(Data records)
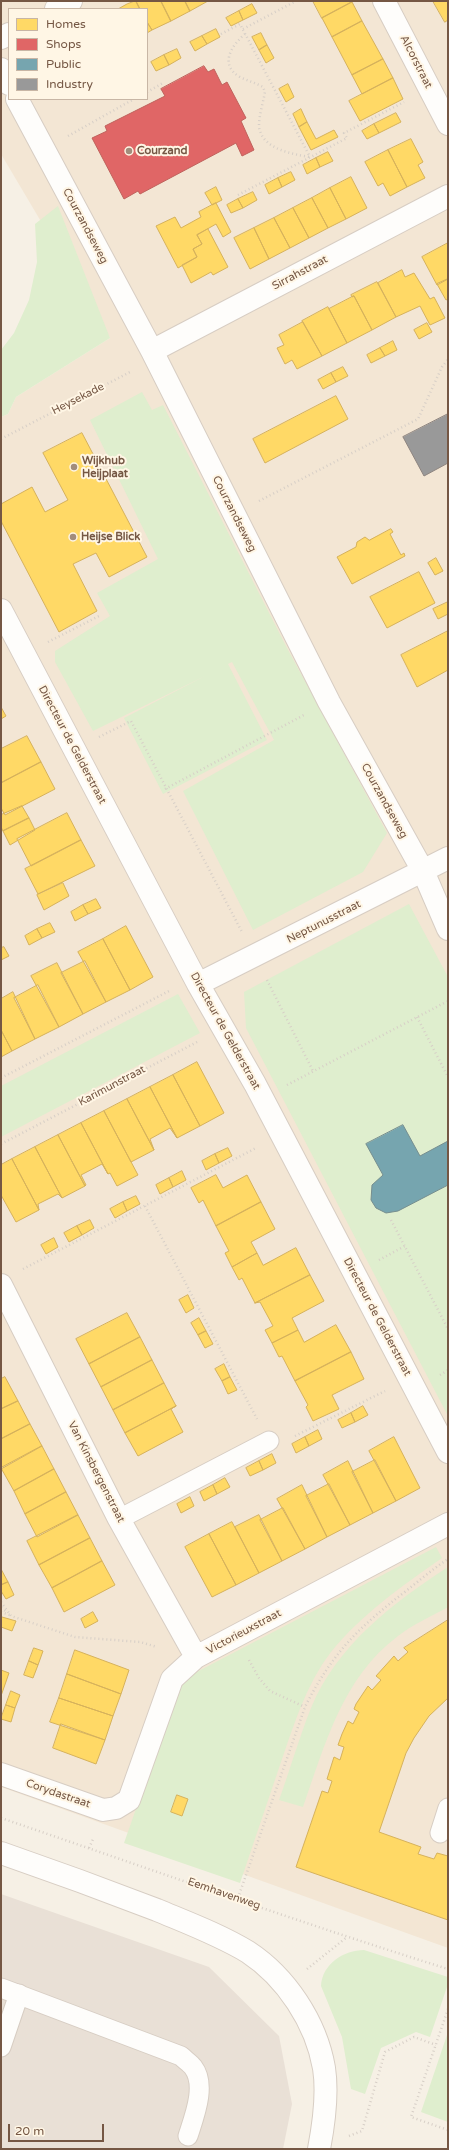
<!DOCTYPE html>
<html>
<head>
<meta charset="utf-8">
<style>
	body { margin:0 }
	#map { position:relative; width:449px; height:2150px; overflow:hidden; background:#f6f0e5; font-family:"Varela Round",sans-serif }
	canvas { display:block }
	.frame { position:absolute; inset:0; border:2px solid #755744; pointer-events:none }
	.legend { position:absolute; left:8px; top:8px; width:140px; height:92px; box-sizing:border-box; background:#fff6e5; border:1px solid #c8b6a5; margin:0; padding:5px 7px; list-style:none; font-size:12px; color:#755744 }
	.legend li { display:flex; align-items:center; gap:8px; height:20px }
	.legend b { width:20px; border:1px solid #c8b6a5 }
	.scale { position:absolute; left:8px; top:2124px; width:96px; height:18px; box-sizing:border-box; border:2px solid #755744; border-top:0; padding-left:5px; font-size:12px; line-height:14px; white-space:nowrap; color:#755744; -webkit-text-stroke:3px #fff6e5; paint-order:stroke }
</style>
</head>
<body>
<div id="map">
<canvas width="449" height="2150"></canvas>
<div class="frame"></div>
<ul class="legend">
<li><b style="height:11px;background:#ffd966"></b>Homes</li>
<li><b style="height:11px;background:#e06666"></b>Shops</li>
<li><b style="height:11px;background:#76a5af"></b>Public</li>
<li><b style="height:11px;background:#999"></b>Industry</li>
</ul>
<div class="scale">20 m</div>
</div>
<script>
const c = document.querySelector('canvas').getContext('2d');
c.lineJoin = 'round';
function fill(path, color) { c.fillStyle = color; c.fill(path, 'evenodd'); }
function stroke(path, color, width, dash) { c.strokeStyle = color; c.lineWidth = width; c.lineCap = dash ? 'butt' : 'round'; c.setLineDash(dash || []); c.stroke(path); }
function drawText(font, color, halo, rows, align = 'center') {
  c.font = font + ' "Varela Round",sans-serif'; c.lineWidth = 4; c.setLineDash([]); c.textBaseline = 'middle'; c.strokeStyle = halo; c.fillStyle = color; for (const [text, x, y, turn = 0] of rows) {
    c.save(); c.translate(x, y); c.rotate((+turn || 0) * Math.PI / 180); c.textAlign = isNaN(turn) ? turn : align; if (halo) c.strokeText(text, 0, 0); c.fillText(text, 0, 0); c.restore();
  }
}
const residential = new Path2D(`
	M1,1H448V1948L1,1787V417L8,414L16,397L110,338L1,154ZM9,9H147V99H9Z`);
const industrial = new Path2D(`
	M1,1894L209,1967L279,2036L292,2104L283,2149H1Z`);
const green = new Path2D(`
	M58,206L110,338L16,397L8,414L1,417V350L14,333L29,300L37,262L35,224Z
	M142,392L152,410L163,405L287,648L387,833L363,872L253,930L183,791L274,740L232,662L228,664L267,740L163,794L124,718L205,676L93,731L55,662V651L110,616L97,593L158,559L90,420Z
	M409,904L448,977V1416L246,1028L244,992Z
	M178,994L200,1033L1,1137V1086Z
	M436,1547L442,1558C402,1586 362,1614 331,1652C305,1686 293,1728 279,1768C266,1806 253,1845 240,1883L124,1843L180,1684L189,1676Z
	M448,1567V1607C432,1616 412,1625 398,1636C342,1678 325,1745 303,1807L279,1800C290,1770 299,1738 311,1708C337,1645 393,1603 448,1567Z
	M364,1950L448,1977V1984L430,2037L416,2032L381,2048L365,2094L351,2089L342,2037L321,1986C322,1964 344,1950 364,1950Z
	M448,2032V2122L421,2112Z`);
const homes = new Path2D(`
	M136,1H161L171,21L152,30L147,22V9H140Z
	M136,1L140,9H118L127,4Z
	M161,1H185L190,11L171,21Z
	M185,1H208L190,11Z
	M313,1H352V2L322,18Z
	M433,1H448V20L445,22Z
	M352,2L362,21L332,37L322,18Z
	M252,4L257,13L243,20L239,11Z
	M239,11L243,20L231,26L226,18Z
	M362,21L383,59L352,75L332,37Z
	M147,22L152,30L147,33Z
	M216,29L220,37L207,44L202,36Z
	M261,33L267,45L259,50L252,37Z
	M202,36L207,44L195,51L190,42Z
	M267,45L274,58L266,63L259,50Z
	M177,49L181,58L169,65L164,55Z
	M164,55L169,65L156,71L151,62Z
	M383,59L393,78L362,94L352,75Z
	M393,78L403,99L360,121L349,101Z
	M288,84L294,97L286,102L279,89Z
	M301,109L307,122L299,127L293,114Z
	M396,113L401,122L379,133L374,124Z
	M307,122L316,139L334,130L338,137L311,150L299,127Z
	M374,124L379,133L367,139L362,131Z
	M411,139L423,162L418,165L425,178L407,187L388,150Z
	M388,150L407,187L390,196L383,183L378,186L365,162Z
	M328,152L333,161L320,167L316,158Z
	M316,158L320,167L307,174L303,165Z
	M291,172L295,180L282,187L278,178Z
	M351,177L367,208L346,219L330,188Z
	M278,178L282,187L269,194L265,185Z
	M216,187L222,200L212,205L205,193Z
	M330,188L346,219L328,228L312,198Z
	M253,192L257,200L243,208L238,199Z
	M312,198L328,228L309,238L293,208Z
	M238,199L243,208L231,213L227,205Z
	M216,203L231,232L223,237L216,224L197,235L202,244L193,249L197,257L178,268L156,226L175,217L181,228L201,217L199,212Z
	M293,208L309,238L290,248L274,218Z
	M274,218L290,248L269,259L254,228Z
	M254,228L269,259L250,269L234,238Z
	M208,229L228,267L213,275L211,272L191,283L182,265L197,257L193,249L202,244L197,235Z
	M448,243V279L437,285L422,257Z
	M402,270L405,277L414,273L430,299L434,297L445,318L430,325L420,306L396,317L378,283Z
	M448,279V299L446,300L437,284Z
	M377,282L396,317L372,330L354,296L352,297L351,295Z
	M354,296L372,330L347,343L329,309Z
	M328,307L347,343L322,356L302,321Z
	M303,322L322,356L297,369L292,360L285,364L277,348L284,345L279,335Z
	M427,323L432,332L419,339L414,330Z
	M393,341L397,350L385,356L380,348Z
	M380,348L385,356L371,363L367,355Z
	M343,367L348,376L336,382L331,373Z
	M331,373L336,382L323,389L318,380Z
	M336,396L348,419L265,463L253,439Z
	M82,433L147,557L109,577L96,553L73,564L97,611L59,632L1,521V504L32,487L45,512L68,500L43,453Z
	M391,529L393,532L390,534L401,555L404,553L405,556L352,584L337,557L356,547L357,542L365,537L369,540Z
	M436,558L443,571L435,575L428,563Z
	M419,572L435,603L387,628L370,597Z
	M448,602V614L438,619L433,609Z
	M448,631V670L417,687L401,655Z
	M1,707L6,716L1,719Z
	M27,736L41,762L1,783V749Z
	M41,762L55,789L5,815L1,808V783Z
	M22,806L29,818L3,831L1,827V815Z
	M67,813L81,840L31,866L17,839Z
	M29,818L35,830L10,845L3,831Z
	M81,840L95,866L38,894L25,869Z
	M63,883L69,896L44,910L37,895Z
	M96,899L101,908L88,914L83,905Z
	M83,905L88,914L75,921L71,912Z
	M50,923L55,932L42,938L37,929Z
	M126,926L153,977L130,990L103,939Z
	M37,929L42,938L29,945L25,936Z
	M103,939L130,990L106,1002L78,952Z
	M4,947L9,956L1,960V948Z
	M85,961L106,1002L83,1014L61,973Z
	M57,963L83,1014L59,1027L31,976Z
	M38,985L59,1027L35,1039L14,998Z
	M13,992L35,1039L12,1051L1,1030V999Z
	M1,1030L12,1051L1,1057Z
	M197,1062L224,1113L200,1126L173,1075Z
	M173,1075L200,1126L177,1138L150,1087Z
	M150,1087L177,1138L170,1128L150,1139L154,1150L127,1099Z
	M127,1099L154,1150L131,1162L104,1111Z
	M104,1111L138,1175L117,1186L110,1173L108,1174L81,1123Z
	M81,1123L108,1174L102,1164L81,1175L86,1185L85,1186L58,1135Z
	M58,1135L85,1186L62,1198L35,1147Z
	M35,1147L62,1198L58,1194L38,1204L39,1210L12,1159Z
	M228,1148L232,1156L219,1163L215,1154Z
	M215,1154L219,1163L206,1170L202,1161Z
	M12,1159L39,1210L16,1222L1,1195V1165Z
	M182,1171L186,1180L173,1187L169,1178Z
	M216,1175L223,1188L247,1175L261,1202L216,1226L203,1200L199,1203L191,1188Z
	M169,1178L173,1187L160,1194L156,1185Z
	M136,1196L140,1204L127,1211L123,1202Z
	M123,1202L127,1211L115,1218L110,1209Z
	M261,1202L275,1229L251,1242L257,1253L232,1267L225,1253L229,1251L216,1226Z
	M90,1220L94,1228L82,1235L77,1226Z
	M77,1226L82,1235L69,1242L64,1233Z
	M54,1238L58,1247L46,1254L41,1245Z
	M296,1248L310,1275L255,1303L242,1278L239,1280L232,1267L257,1253L263,1265Z
	M310,1275L324,1301L292,1318L298,1330L272,1343L265,1330L273,1326L260,1302L255,1303Z
	M188,1295L194,1308L186,1313L179,1300Z
	M127,1313L140,1337L89,1364L76,1339Z
	M199,1318L206,1331L198,1335L191,1323Z
	M336,1325L351,1352L295,1381L282,1356L279,1357L272,1343L298,1330L304,1342Z
	M206,1331L213,1344L205,1348L198,1335Z
	M140,1337L152,1360L101,1387L89,1364Z
	M351,1352L364,1379L332,1395L339,1409L313,1421L306,1407L308,1405L295,1381Z
	M152,1360L164,1383L113,1410L101,1387Z
	M224,1364L230,1377L222,1381L215,1369Z
	M5,1377L18,1401L1,1409V1379Z
	M230,1377L237,1390L228,1394L222,1381Z
	M164,1383L176,1406L125,1433L113,1410Z
	M18,1401L30,1424L1,1439V1409Z
	M176,1406L171,1409L183,1432L138,1456L125,1433Z
	M363,1406L368,1415L355,1422L351,1413Z
	M351,1413L355,1422L342,1428L338,1420Z
	M30,1424L42,1446L1,1469V1439Z
	M318,1430L322,1439L309,1446L305,1437Z
	M305,1437L309,1446L296,1453L292,1444Z
	M394,1437L420,1488L396,1501L369,1451Z
	M42,1446L54,1469L14,1491L1,1468Z
	M272,1454L276,1463L263,1470L259,1461Z
	M375,1460L396,1501L373,1513L352,1472Z
	M259,1461L263,1470L250,1476L246,1468Z
	M348,1461L373,1513L350,1525L323,1475Z
	M54,1469L66,1492L25,1514L14,1491Z
	M225,1478L230,1487L217,1494L213,1485Z
	M329,1484L350,1525L327,1537L306,1496Z
	M213,1485L217,1494L204,1501L200,1492Z
	M302,1485L327,1537L305,1549L277,1499Z
	M66,1492L78,1515L37,1537L25,1514Z
	M190,1497L194,1506L181,1513L177,1504Z
	M283,1508L305,1549L282,1561L260,1520Z
	M78,1515L90,1538L39,1565L27,1541Z
	M259,1515L282,1561L259,1573L235,1527Z
	M232,1522L259,1573L236,1585L209,1534Z
	M209,1534L236,1585L212,1597L185,1547Z
	M90,1538L102,1561L52,1588L39,1565Z
	M102,1561L115,1585L64,1612L52,1588Z
	M1,1569L8,1582L1,1585Z
	M8,1582L14,1595L6,1599L1,1591V1585Z
	M93,1612L98,1621L85,1628L81,1619Z
	M2,1617L16,1621L12,1631L1,1627Z
	M448,1620V1698L429,1716L414,1738L406,1753L379,1832L421,1847L418,1854L434,1859L437,1853L448,1856V1920L296,1867L322,1791L328,1793L332,1781L327,1779L334,1757L340,1760L344,1747L338,1745L342,1734L348,1721L353,1724L359,1712L354,1709L356,1704L368,1686L372,1690L381,1680L376,1676L394,1656L398,1661L408,1652L404,1648Z
	M34,1648L43,1651L38,1665L29,1661Z
	M75,1650L129,1670L121,1694L67,1674Z
	M29,1661L38,1665L33,1678L24,1675Z
	M1,1670L9,1673L1,1696Z
	M67,1674L121,1694L113,1716L59,1698Z
	M11,1691L20,1695L15,1708L6,1705Z
	M59,1698L113,1716L105,1740L50,1722Z
	M6,1705L15,1708L11,1722L1,1719Z
	M61,1724L105,1740L96,1764L53,1748Z
	M177,1795L188,1799L182,1816L171,1812Z`);
const shops = new Path2D(`
	M204,66L208,72L214,69L222,85L227,82L246,118L241,121L254,150L242,156L236,143L140,194L138,191L124,199L92,138L107,131L105,126L165,96L161,89Z`);
const public = new Path2D(`
	M403,1125L420,1156L448,1141V1185L398,1211L386,1213L376,1208L371,1200L372,1185L383,1175L366,1144Z`);
const industry = new Path2D(`
	M448,414V463L424,476L403,437Z`);
const path = new Path2D(`
	M243,29L296,1
	M221,34L240,24L310,157
	M245,34C231,46 219,65 240,77C248,81 256,83 263,87L265,92C263,103 259,115 259,126C261,149 292,154 310,157
	M147,92L163,83
	M68,136L134,99
	M238,195L347,138L344,133L404,102
	M1,439L132,371
	M259,501L418,419L442,367L448,359
	M48,642L101,615
	M99,737L131,721L242,932
	M165,789L304,715
	M267,980L313,1071
	M417,1017L448,1077
	M1,1078L171,990
	M287,1085L448,1001
	M1,1144L199,1041
	M145,1206L257,1419
	M391,1220L448,1329
	M379,1260L405,1246
	M23,1269L256,1148
	M440,1375L448,1370
	M295,1436L385,1391
	M1,1602L11,1616L75,1637L140,1642L157,1647
	M1,1608L7,1612
	M1,1612L10,1615
	M249,1660L259,1678L270,1691L305,1707
	M1,1818C150,1869 298,1922 448,1969
	M89,1848L94,1837
	M238,1898L305,1707C332,1653 359,1627 406,1591C420,1580 434,1568 448,1559
	M307,1969L347,1937
	M448,2009L411,2117L448,2130
	M349,2136L362,2131L385,2052L414,2037L436,2045`);
const service = new Path2D(`
	M119,1519L269,1441
	M440,1833L448,1808
	M1,1988L181,2056C185,2060 190,2063 193,2067C207,2085 194,2117 188,2136
	M1,2047L19,1994`);
const minor = new Path2D(`
	M384,1L448,124
	M56,9L71,1
	M1,38L9,34
	M1,69L9,84
	M17,99L152,351L329,702L423,871L448,929
	M152,351L448,196
	M1,610L198,984L255,1084L448,1452
	M198,984L448,858
	M1,1285L119,1519L196,1657
	M1,1774L103,1810L116,1808L129,1800L172,1679L196,1657L448,1524`);
const tertiary = new Path2D(`
	M1,1853C53,1871 105,1890 157,1910C188,1923 220,1935 248,1952C286,1977 316,2022 324,2068C328,2094 324,2123 319,2149`);
const markers = [
	[129,151,4,"#a28d7c"],
	[74,467,4,"#a28d7c"],
	[73,537,4,"#a28d7c"]
];
const streetNames = [
	["Alcorstraat",416,62,63],
	["Courzandseweg",85,226,62],
	["Sirrahstraat",300,273,-28],
	["Heysekade",78,399,-27],
	["Courzandseweg",234,514,63],
	["Directeur de Gelderstraat",72,745,62],
	["Courzandseweg",384,801,61],
	["Neptunusstraat",324,922,-27],
	["Directeur de Gelderstraat",225,1031,61],
	["Karimunstraat",112,1086,-28],
	["Directeur de Gelderstraat",377,1317,62],
	["Van Kinsbergenstraat",96,1472,63],
	["Victorieuxstraat",244,1632,-28],
	["Corydastraat",58,1794,19],
	["Eemhavenweg",224,1894,19]
];
const poiNames = [
	["Courzand",137,151],
	["Wijkhub",82,461],
	["Heijplaat",82,474],
	["Heijse Blick",81,537]
];
fill(residential, '#f3e6d4');
fill(industrial, '#e9e0d6');
fill(green, '#dfeece');
fill(homes, '#ffd966');
stroke(homes, '#d6b25c', 1);
fill(shops, '#e06666');
stroke(shops, '#c0625c', 1);
fill(public, '#76a5af');
stroke(public, '#768e8f', 1);
fill(industry, '#999');
stroke(industry, '#8e8580', 1);
stroke(service, '#d7cdc3', 21);
stroke(minor, '#d7cdc3', 24);
stroke(tertiary, '#d7cdc3', 24);
stroke(path, '#d7cfc7', 2.5, [1, 3]);
stroke(service, '#fefdfb', 19);
stroke(minor, '#fefdfb', 22);
stroke(tertiary, '#fefdfb', 22);
for (const [x, y, r, color] of markers) { const dot = new Path2D(); dot.arc(x, y, r, 0, 2 * Math.PI); c.fillStyle = color; c.fill(dot); stroke(dot, '#fff6e5', 1.5); }
drawText('11px', '#755744', '#fff6e5', streetNames);
drawText('bold 11px', '#755744', '#fff6e5', poiNames, 'left');
</script>
</body>
</html>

**What this task involves**
Using the entries above, give again exactly the lines from the line holding "M169,1178L173,1187L160,1194L156,1185Z" through the line holding "M54,1238L58,1247L46,1254L41,1245Z". Include both end lines and nothing else.

**Exercise output**
	M169,1178L173,1187L160,1194L156,1185Z
	M136,1196L140,1204L127,1211L123,1202Z
	M123,1202L127,1211L115,1218L110,1209Z
	M261,1202L275,1229L251,1242L257,1253L232,1267L225,1253L229,1251L216,1226Z
	M90,1220L94,1228L82,1235L77,1226Z
	M77,1226L82,1235L69,1242L64,1233Z
	M54,1238L58,1247L46,1254L41,1245Z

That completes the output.